America’s 16th president once again graces a current United States stamp.
Two 21¢ Abraham Lincoln stamps sharing the same design were scheduled to be issued Feb. 12 in Springfield, Ill.
The stamps will be offered in panes of 20 and coils of 100, and will go on sale in post offices nationwide on the day of issue.
A first-day ceremony was planned for 1 p.m. at the Old State Capitol State Historic Site, Fifth and Adams streets, in Springfield.
The stamp shows a cropped photograph by Carol M. Highsmith of the Lincoln statue from the Lincoln Memorial in Washington, D.C. The original uncropped photograph pictured on page 24 is part of a Highsmith collection at the Library of Congress Prints and Photographs Division in Washington, D.C.
Derry Noyes served as the U.S. Postal Service art director for the project.
Postal Service spokesman Mark Saunders told Linn’s that Noyes cropped in tightly on the photograph, making the background barely visible.
“They were focusing in on the statue as a portrait of Lincoln, not as a Lincoln Memorial stamp,” said Saunders.
Highsmith’s photography has been used previously on U.S. stamps, including the $3.85 Jefferson Memorial stamp (Scott 3647) issued in 2002.
The Lincoln Memorial on the National Mall was constructed between 1914 and 1922.
Along with honoring Abraham Lincoln, the memorial has been the site of numerous historic events, including the 1963 March on Washington for Jobs and Freedom, where Martin Luther King Jr. gave his “I Have a Dream” speech.

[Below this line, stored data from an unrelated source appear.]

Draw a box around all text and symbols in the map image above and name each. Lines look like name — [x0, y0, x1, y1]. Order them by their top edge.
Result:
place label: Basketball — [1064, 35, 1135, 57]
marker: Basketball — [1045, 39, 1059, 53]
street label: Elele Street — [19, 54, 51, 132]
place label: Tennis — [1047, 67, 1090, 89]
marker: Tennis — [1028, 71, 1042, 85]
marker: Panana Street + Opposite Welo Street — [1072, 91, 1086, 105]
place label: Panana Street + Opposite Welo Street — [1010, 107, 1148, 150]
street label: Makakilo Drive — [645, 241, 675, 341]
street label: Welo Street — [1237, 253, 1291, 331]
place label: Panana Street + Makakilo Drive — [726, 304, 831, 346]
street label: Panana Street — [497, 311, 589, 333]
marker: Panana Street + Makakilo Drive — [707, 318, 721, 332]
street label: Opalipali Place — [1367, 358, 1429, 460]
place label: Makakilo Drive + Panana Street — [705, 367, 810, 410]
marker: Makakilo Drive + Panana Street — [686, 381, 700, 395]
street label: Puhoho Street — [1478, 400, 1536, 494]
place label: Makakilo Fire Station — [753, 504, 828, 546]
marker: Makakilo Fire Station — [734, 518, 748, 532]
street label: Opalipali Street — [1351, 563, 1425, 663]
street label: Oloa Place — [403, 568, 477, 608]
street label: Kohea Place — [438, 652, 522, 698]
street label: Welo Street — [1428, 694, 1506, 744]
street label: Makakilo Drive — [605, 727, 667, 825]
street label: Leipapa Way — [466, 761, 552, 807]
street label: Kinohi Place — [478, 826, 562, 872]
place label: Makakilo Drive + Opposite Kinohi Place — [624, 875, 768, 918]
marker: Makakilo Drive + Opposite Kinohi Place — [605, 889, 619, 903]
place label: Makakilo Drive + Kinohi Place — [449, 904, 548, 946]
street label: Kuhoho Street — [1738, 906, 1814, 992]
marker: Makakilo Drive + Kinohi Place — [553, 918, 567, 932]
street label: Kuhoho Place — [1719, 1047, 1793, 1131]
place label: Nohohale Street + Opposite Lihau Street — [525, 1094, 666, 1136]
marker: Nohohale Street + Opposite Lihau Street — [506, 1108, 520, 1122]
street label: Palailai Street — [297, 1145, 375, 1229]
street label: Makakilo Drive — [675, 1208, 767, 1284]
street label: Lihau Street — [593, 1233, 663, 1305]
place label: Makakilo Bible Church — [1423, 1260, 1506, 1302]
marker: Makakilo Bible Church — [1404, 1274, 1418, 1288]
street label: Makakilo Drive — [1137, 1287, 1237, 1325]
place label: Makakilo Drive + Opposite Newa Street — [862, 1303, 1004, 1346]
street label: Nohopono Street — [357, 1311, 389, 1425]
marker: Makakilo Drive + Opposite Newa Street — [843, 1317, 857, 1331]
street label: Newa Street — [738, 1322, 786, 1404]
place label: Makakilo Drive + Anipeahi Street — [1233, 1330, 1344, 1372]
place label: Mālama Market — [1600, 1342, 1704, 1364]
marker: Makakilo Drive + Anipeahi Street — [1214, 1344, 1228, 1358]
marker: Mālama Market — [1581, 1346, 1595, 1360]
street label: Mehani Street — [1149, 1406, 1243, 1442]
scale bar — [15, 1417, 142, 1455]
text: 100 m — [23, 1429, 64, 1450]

Opera singer Marian Anderson performed an Easter Sunday concert there in 1939.
The memorial is featured on a $1 violet brown stamp issued on Lincoln’s birthday, Feb. 12, in 1923, less than a year after the memorial was dedicated (Scott 571).
The 19-foot-tall Lincoln statue created by Daniel Chester French (1850-1931) is sculpted from 28 pieces of Georgia marble.
French was personally honored on a 5¢ stamp issued Sept. 16, 1940, as part of the Famous Americans series (Scott 887). That stamp is shown on this page.
The Lincoln statue was shown previously on a 4¢ stamp issued May 30, 1959, as part of the Lincoln Sesquicentennial issue (Scott 1116).
The 21¢ Abraham Lincoln stamp satisfies the new additional-ounce and nonmachinable surcharge rates introduced Jan. 20.
The previous 20¢ additional ounce rate had been in place since April 2010.
Both formats of the Lincoln stamp were produced by CCL Label Inc. of Clinton, S.C.
A total of 120 million pane stamps were initially produced. Because of the way the pane is processed, post offices will be able to sell individual stamps from it.
Plate No. C111 will appear on every 20th stamp in the coil of 100 stamps. An initial run of 200 million coil stamps were manufactured.
Press sheets, both with and without the die cuts that normally separate individual stamps, will be issued. Each press sheet consists of three panes and sells for $12.60. A total of 1,000 press sheets of each type will be available.
Technical details for the new 21¢ Abraham Lincoln stamps appear in the text below.
21¢ Abraham Lincoln stamp pane of 20 and coil of 100
FIRST DAY— Feb. 12, 2014; city— Springfield, Ill., and nationwide.
DESIGN: existing photograph— Carol M. Highsmith; art director, designer, and typographer— Derry Noyes, Washington, D.C.; modeler— CCL Label Inc.; engraver— WRE.
PRINTING: process— gravure; printer and processor— CCL Label Inc., Clinton, S.C.; press— Dia Nippon Kiko; inks— Pantone Matching System 8 cool gray, PMS 7 cool gray, black; paper— prephosphored type II (pane), nonphosphored, type III, phosphor tagged (coil); gum— self-adhesive; issue quantity— 120 million stamps (pane), 200 million stamps (coil); format— pane of 20, from 60-subject cylinders; coil of 100, from 480-subject cylinders; size— 0.73 inches by 0.84 inches (image); 0.87 inches by 0.98 inches (overall); 5.25 inches by 4.825 inches (full pane); plate numbers— “C” followed by three single digits, plate number on every 20th stamp in coil; marginal markings for pane stamp— plate numbers in four corners (stamp side), “©2013 USPS,” plate position diagram, USPS logo, bar code 116800 in two corners (back side); USPS item Nos.— 116804 (pane), 774404 (coil).
First-day cancel ordering information
Collectors requesting first-day cancels are encouraged to purchase their own stamps and affix them to envelopes. The first-day cover envelopes should be addressed for return (a removable label may be used), and mailed in a larger envelope addressed to Abraham Lincoln Stamp, Postmaster, FDOI Postmark, 2105 E. Cook St., Springfield, IL 62703-9998. Requests for first-day cancels must be postmarked by April 15.
The Postal Service’s uncacheted first-day cover for the 21¢ Abraham Lincoln stamp is USPS item No. 116816 at $1.14.